Before his July 30 release from prison, Nikko Jenkins reportedly had promised his fellow inmates that the world would soon take notice of his exploits.
And he made another promise to them — that he would never return.
Now authorities are trying to determine whether Jenkins, 26, attempted to make good on those boasts.
As The World-Herald first reported Friday, Omaha police and Douglas County sheriff's detectives are investigating whether Jenkins was involved in four killings in August that occurred over a 10-day span:
» The Aug. 21 slaying of Andrea Kruger, 33.
» The Aug. 19 killing of Curtis Bradford, 22.
» The Aug. 11 slayings of Jorge Cajiga-Ruiz, 29, and Juan Uribe-Pena, 26.

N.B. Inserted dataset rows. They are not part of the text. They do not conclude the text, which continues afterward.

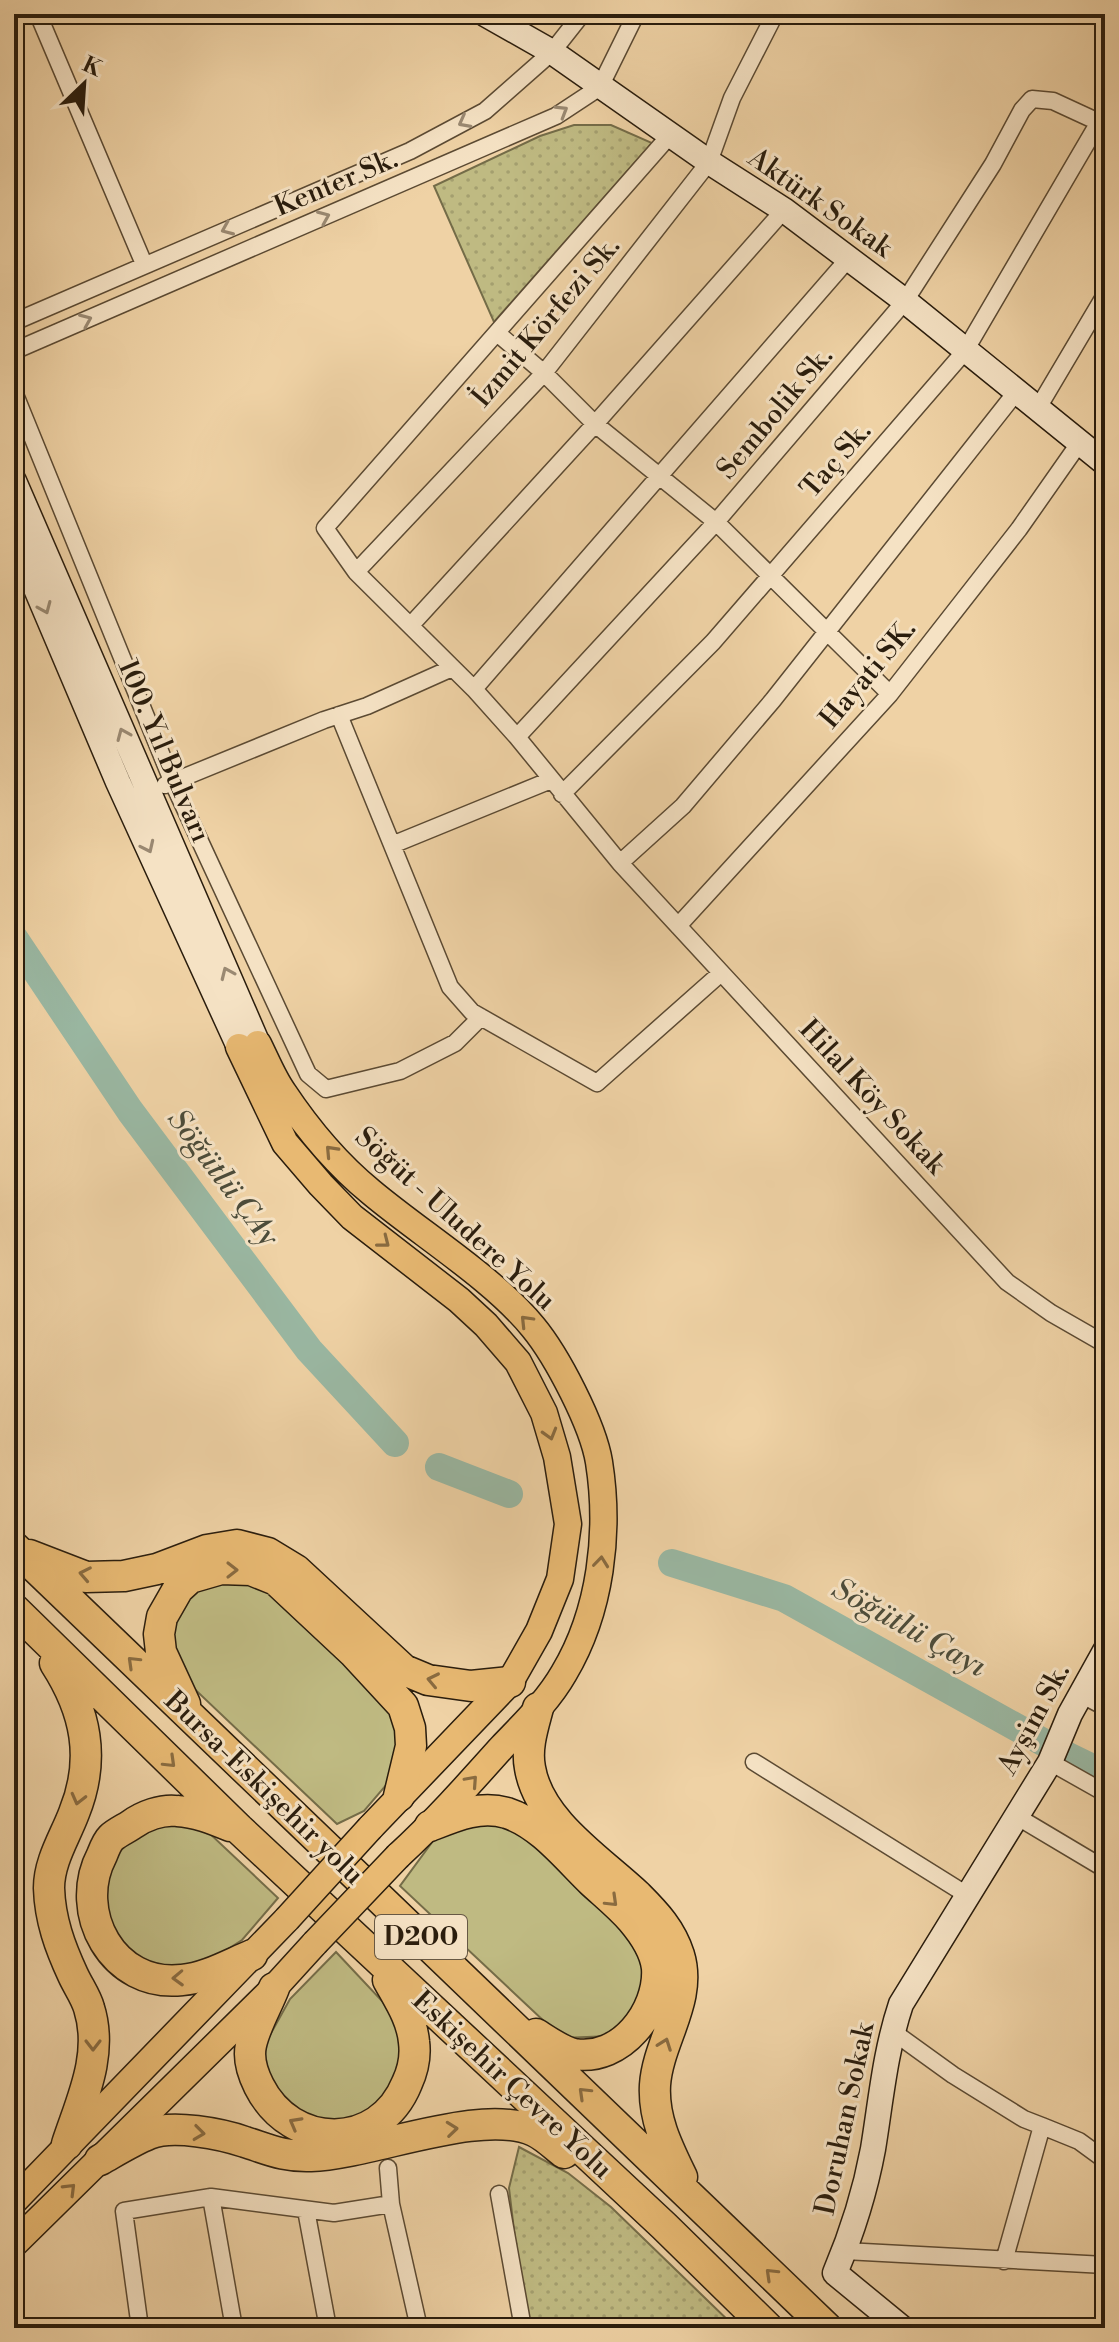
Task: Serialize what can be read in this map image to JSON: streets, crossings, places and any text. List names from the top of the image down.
{
  "streets": {
    "highway": ["Bursa-Eskişehir yolu", "D200", "Eskişehir Çevre Yolu"],
    "main road": ["Söğüt - Uludere Yolu"],
    "street": [
      "Kenter Sk.",
      "Aktürk Sokak",
      "İzmit Körfezi Sk.",
      "Sembolik Sk.",
      "Taç Sk.",
      "Hayati SK.",
      "100. Yıl Bulvarı",
      "Hilal Köy Sokak",
      "Ayşim Sk.",
      "Doruhan Sokak"
    ]
  },
  "crossings": [
    ["Kenter Sk.", "Aktürk Sokak"],
    ["Aktürk Sokak", "İzmit Körfezi Sk."],
    ["Aktürk Sokak", "Sembolik Sk."],
    ["Aktürk Sokak", "Taç Sk."],
    ["Aktürk Sokak", "Hayati SK."],
    ["Sembolik Sk.", "Taç Sk."],
    ["Taç Sk.", "Hilal Köy Sokak"],
    ["Hayati SK.", "Hilal Köy Sokak"],
    ["100. Yıl Bulvarı", "Söğüt - Uludere Yolu"],
    ["Ayşim Sk.", "Doruhan Sokak"]
  ],
  "one_way": ["Bursa-Eskişehir yolu"],
  "water": ["Söğütlü ÇAy", "Söğütlü Çayı"],
  "north": "top right"
}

Late Thursday afternoon, police surrounded a house near 100th and Birch Streets where Jenkins was hanging out with friends, according to authorities. He emerged from the house and was arrested without incident.
Nikko A. Jenkins
Taken into custody on a separate terroristic threats charge, Jenkins reportedly didn't make any admissions to investigators. And officials have yet to charge him or publicly name him as a suspect in the slayings.
A law enforcement official said authorities are working furiously to gather evidence — searching Jenkins' apartment in the Tudor Heights complex on 108th Street, north of West Maple Road.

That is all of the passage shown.